- DATA FOR THIS EXERCISE
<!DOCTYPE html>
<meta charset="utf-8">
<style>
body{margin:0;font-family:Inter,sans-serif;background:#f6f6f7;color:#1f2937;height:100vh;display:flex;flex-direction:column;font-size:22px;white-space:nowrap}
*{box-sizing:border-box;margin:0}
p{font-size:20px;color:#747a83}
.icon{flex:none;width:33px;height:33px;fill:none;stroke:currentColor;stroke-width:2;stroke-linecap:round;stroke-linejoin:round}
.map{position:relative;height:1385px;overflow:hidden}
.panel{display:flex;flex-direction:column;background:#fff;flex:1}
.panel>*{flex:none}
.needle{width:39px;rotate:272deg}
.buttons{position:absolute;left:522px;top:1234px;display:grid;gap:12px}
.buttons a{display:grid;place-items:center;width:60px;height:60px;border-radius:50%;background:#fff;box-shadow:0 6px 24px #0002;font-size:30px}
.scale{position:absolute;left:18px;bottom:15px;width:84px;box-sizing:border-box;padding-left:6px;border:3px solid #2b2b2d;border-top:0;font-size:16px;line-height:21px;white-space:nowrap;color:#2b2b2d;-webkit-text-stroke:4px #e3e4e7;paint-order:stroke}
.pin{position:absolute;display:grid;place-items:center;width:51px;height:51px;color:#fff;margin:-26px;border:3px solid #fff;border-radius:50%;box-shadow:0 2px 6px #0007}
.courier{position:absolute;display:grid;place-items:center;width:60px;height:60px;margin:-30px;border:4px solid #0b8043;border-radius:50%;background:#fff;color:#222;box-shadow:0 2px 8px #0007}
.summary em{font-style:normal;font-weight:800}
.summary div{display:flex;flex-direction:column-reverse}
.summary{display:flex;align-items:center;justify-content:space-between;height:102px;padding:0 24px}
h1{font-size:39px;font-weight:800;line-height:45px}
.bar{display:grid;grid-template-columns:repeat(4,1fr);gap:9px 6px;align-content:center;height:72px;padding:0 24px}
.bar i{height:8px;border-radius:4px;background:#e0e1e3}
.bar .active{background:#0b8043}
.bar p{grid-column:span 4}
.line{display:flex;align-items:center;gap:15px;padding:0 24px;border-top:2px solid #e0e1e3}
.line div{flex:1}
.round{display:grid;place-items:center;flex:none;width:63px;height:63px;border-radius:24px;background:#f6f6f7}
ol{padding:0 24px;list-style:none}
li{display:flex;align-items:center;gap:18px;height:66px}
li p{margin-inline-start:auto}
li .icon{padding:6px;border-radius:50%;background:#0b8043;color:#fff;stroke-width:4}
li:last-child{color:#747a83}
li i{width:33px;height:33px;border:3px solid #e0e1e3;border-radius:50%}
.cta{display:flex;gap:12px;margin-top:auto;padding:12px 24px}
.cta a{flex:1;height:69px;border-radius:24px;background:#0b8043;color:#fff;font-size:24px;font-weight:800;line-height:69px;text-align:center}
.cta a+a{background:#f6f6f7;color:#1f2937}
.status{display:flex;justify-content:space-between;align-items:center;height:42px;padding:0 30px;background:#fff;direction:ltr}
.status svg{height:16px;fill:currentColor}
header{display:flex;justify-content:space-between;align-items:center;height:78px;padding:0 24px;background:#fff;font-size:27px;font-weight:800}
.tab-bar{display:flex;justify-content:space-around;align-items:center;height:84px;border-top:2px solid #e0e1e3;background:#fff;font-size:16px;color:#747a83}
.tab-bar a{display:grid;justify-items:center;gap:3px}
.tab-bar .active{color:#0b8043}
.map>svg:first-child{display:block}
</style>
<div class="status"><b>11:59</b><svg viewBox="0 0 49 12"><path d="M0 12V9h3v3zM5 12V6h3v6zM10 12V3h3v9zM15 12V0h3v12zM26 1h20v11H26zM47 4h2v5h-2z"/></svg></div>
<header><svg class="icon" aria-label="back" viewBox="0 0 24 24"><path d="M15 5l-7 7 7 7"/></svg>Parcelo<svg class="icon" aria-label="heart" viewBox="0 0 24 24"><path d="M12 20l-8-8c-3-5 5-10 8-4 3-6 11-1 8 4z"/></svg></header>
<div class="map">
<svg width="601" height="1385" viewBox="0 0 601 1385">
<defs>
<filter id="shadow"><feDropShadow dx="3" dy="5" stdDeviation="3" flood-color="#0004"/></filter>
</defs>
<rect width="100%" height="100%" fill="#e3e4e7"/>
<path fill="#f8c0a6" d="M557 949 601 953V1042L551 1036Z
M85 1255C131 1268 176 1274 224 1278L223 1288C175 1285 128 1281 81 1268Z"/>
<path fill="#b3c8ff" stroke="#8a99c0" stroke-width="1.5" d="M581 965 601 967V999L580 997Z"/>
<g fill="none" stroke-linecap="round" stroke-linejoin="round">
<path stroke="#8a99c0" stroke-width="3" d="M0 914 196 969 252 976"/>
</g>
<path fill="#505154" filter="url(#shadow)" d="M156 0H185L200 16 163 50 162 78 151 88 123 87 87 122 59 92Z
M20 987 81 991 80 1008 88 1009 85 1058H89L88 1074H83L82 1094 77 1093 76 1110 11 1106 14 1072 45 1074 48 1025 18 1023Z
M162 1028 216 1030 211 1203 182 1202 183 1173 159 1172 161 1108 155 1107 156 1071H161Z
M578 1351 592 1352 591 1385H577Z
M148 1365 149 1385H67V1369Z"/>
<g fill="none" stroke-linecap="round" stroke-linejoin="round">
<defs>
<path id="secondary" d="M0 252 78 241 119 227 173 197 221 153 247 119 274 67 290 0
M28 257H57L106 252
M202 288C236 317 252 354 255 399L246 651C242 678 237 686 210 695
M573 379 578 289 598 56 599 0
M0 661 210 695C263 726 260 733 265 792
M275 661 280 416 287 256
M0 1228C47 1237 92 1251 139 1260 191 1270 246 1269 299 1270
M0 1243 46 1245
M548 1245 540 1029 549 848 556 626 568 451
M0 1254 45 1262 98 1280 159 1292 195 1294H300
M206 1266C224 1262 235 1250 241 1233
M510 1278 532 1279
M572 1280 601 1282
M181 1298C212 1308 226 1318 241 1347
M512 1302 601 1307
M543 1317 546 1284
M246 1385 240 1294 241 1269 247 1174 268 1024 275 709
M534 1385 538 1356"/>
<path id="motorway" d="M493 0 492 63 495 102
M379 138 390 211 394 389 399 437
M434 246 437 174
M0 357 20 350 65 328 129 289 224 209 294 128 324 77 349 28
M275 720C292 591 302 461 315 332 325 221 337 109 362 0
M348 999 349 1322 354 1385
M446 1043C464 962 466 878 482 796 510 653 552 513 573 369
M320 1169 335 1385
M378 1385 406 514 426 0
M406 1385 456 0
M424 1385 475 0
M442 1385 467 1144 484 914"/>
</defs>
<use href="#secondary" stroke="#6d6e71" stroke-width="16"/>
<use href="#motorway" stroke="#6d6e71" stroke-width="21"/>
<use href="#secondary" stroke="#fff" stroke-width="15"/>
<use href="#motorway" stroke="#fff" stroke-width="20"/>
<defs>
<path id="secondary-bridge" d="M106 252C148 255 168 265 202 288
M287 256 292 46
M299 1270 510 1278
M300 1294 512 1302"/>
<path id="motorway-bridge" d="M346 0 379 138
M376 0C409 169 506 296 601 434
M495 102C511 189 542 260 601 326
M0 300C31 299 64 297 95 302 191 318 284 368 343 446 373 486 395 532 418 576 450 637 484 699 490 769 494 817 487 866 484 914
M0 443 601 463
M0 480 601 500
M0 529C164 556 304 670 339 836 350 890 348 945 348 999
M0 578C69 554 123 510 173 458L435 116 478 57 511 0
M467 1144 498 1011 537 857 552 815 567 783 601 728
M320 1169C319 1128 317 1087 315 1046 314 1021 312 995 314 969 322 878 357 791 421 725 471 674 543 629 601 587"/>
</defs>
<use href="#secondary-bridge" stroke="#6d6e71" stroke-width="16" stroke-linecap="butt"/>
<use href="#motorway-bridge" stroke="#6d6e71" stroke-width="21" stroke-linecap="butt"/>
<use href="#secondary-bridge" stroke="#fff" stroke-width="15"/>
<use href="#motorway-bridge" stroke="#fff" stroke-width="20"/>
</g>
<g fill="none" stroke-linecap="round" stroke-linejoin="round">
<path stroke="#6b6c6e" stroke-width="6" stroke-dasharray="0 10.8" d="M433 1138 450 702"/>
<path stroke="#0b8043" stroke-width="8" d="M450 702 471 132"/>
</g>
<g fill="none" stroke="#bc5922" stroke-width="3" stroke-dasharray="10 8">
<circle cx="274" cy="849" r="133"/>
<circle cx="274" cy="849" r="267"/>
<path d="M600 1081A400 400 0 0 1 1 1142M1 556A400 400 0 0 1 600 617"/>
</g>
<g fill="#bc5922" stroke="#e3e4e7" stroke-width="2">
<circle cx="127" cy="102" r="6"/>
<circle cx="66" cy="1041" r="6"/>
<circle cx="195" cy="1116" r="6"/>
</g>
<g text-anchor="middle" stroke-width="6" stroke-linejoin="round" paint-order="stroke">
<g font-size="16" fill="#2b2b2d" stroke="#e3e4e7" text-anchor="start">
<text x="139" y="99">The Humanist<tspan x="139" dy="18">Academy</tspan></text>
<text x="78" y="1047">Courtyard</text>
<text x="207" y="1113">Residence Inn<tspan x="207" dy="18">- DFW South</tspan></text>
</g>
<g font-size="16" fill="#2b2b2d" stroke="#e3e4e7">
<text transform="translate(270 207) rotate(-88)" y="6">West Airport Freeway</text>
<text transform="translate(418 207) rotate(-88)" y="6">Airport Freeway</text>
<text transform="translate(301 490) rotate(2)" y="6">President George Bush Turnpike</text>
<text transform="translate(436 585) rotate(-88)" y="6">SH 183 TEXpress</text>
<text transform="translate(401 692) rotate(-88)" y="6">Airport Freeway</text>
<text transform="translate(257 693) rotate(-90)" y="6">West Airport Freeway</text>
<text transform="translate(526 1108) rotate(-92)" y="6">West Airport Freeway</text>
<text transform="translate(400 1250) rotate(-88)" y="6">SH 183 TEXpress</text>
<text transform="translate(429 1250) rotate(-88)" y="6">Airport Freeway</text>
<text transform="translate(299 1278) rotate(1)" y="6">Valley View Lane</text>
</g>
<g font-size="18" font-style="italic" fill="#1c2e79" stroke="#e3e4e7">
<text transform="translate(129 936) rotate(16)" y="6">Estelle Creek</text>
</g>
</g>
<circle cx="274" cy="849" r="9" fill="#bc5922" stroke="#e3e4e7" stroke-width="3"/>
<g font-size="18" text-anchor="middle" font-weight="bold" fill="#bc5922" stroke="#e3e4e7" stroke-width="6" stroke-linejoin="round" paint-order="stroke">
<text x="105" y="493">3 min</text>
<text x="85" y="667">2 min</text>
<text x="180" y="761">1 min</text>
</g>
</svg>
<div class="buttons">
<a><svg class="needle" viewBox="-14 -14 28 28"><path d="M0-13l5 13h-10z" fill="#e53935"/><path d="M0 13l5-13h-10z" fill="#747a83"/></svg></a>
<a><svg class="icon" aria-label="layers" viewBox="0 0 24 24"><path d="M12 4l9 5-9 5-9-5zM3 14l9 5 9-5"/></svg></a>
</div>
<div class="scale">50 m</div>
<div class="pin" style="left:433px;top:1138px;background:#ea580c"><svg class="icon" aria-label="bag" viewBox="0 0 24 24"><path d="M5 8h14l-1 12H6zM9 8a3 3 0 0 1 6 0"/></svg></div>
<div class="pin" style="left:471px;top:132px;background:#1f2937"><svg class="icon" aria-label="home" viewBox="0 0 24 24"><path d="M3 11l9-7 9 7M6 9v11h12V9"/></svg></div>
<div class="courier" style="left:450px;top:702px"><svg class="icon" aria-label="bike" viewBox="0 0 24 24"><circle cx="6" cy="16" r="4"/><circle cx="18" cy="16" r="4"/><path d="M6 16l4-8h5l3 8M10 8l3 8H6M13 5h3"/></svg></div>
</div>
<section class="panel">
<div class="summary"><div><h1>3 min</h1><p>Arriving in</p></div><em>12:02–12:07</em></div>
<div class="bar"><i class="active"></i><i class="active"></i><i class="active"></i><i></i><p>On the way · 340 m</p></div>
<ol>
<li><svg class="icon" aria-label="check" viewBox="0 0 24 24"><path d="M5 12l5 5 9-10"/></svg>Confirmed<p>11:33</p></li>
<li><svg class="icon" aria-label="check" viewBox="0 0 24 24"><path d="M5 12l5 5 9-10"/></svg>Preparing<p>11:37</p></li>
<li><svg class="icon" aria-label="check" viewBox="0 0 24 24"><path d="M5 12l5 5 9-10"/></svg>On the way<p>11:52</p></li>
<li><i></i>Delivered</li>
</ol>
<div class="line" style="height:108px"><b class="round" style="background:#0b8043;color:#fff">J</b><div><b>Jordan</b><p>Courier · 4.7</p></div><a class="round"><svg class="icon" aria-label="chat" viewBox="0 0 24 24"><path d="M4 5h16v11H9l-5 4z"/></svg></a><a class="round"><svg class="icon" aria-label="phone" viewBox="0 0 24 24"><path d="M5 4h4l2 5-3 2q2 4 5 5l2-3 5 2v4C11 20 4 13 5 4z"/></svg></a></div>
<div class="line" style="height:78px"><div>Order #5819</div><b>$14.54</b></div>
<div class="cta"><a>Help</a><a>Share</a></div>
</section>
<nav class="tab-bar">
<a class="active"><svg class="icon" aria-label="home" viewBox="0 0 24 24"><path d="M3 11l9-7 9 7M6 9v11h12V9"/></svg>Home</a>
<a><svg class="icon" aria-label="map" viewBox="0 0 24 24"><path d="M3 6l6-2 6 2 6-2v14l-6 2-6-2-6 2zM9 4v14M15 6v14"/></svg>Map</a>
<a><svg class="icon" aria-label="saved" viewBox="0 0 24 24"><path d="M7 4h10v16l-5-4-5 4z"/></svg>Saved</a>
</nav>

- YOUR GOAL
Copy out every line of the data where the word "sizing" occurs.

- SOLUTION
*{box-sizing:border-box;margin:0}
.scale{position:absolute;left:18px;bottom:15px;width:84px;box-sizing:border-box;padding-left:6px;border:3px solid #2b2b2d;border-top:0;font-size:16px;line-height:21px;white-space:nowrap;color:#2b2b2d;-webkit-text-stroke:4px #e3e4e7;paint-order:stroke}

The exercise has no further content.